Print the entries that appear below, exactly as written and without their pictures.

*** Records shown ***

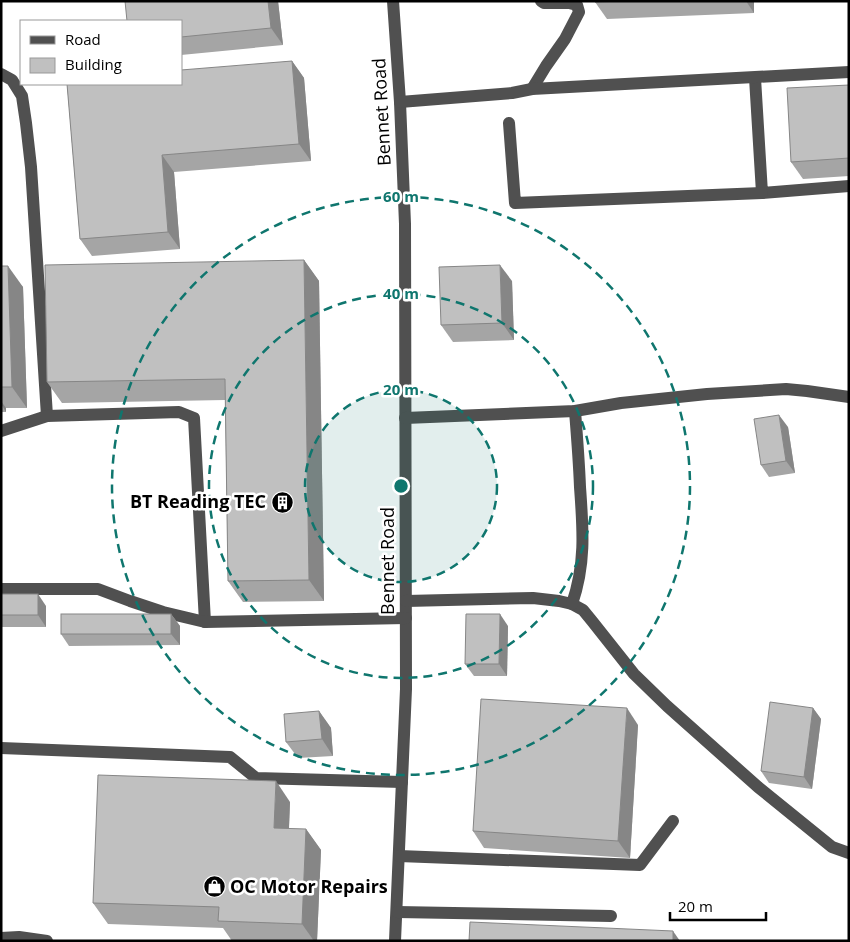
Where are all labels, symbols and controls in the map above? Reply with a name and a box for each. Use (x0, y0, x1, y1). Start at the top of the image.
legend (20, 20, 182, 85)
text: Road (65, 29, 101, 49)
text: Building (65, 54, 122, 74)
street label: Bennet Road (366, 58, 396, 167)
text: 60 m (383, 186, 419, 206)
text: 40 m (383, 283, 419, 303)
text: 20 m (383, 379, 419, 399)
centre of rings (392, 477, 410, 495)
place label: BT Reading TEC (130, 489, 266, 513)
building icon: BT Reading TEC (270, 490, 294, 514)
street label: Bennet Road (375, 507, 399, 615)
place label: OC Motor Repairs (230, 874, 388, 898)
shop icon: OC Motor Repairs (202, 875, 226, 899)
scale bar (670, 890, 766, 922)
text: 20 m (678, 896, 713, 916)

*** End of Records shown ***

Reply to the task:
Where are all labels, symbols and controls in the map above? Reply with a name and a box for each. Use (x0, y0, x1, y1). Start at the top of the image.
legend (20, 20, 182, 85)
text: Road (65, 29, 101, 49)
text: Building (65, 54, 122, 74)
street label: Bennet Road (366, 58, 396, 167)
text: 60 m (383, 186, 419, 206)
text: 40 m (383, 283, 419, 303)
text: 20 m (383, 379, 419, 399)
centre of rings (392, 477, 410, 495)
place label: BT Reading TEC (130, 489, 266, 513)
building icon: BT Reading TEC (270, 490, 294, 514)
street label: Bennet Road (375, 507, 399, 615)
place label: OC Motor Repairs (230, 874, 388, 898)
shop icon: OC Motor Repairs (202, 875, 226, 899)
scale bar (670, 890, 766, 922)
text: 20 m (678, 896, 713, 916)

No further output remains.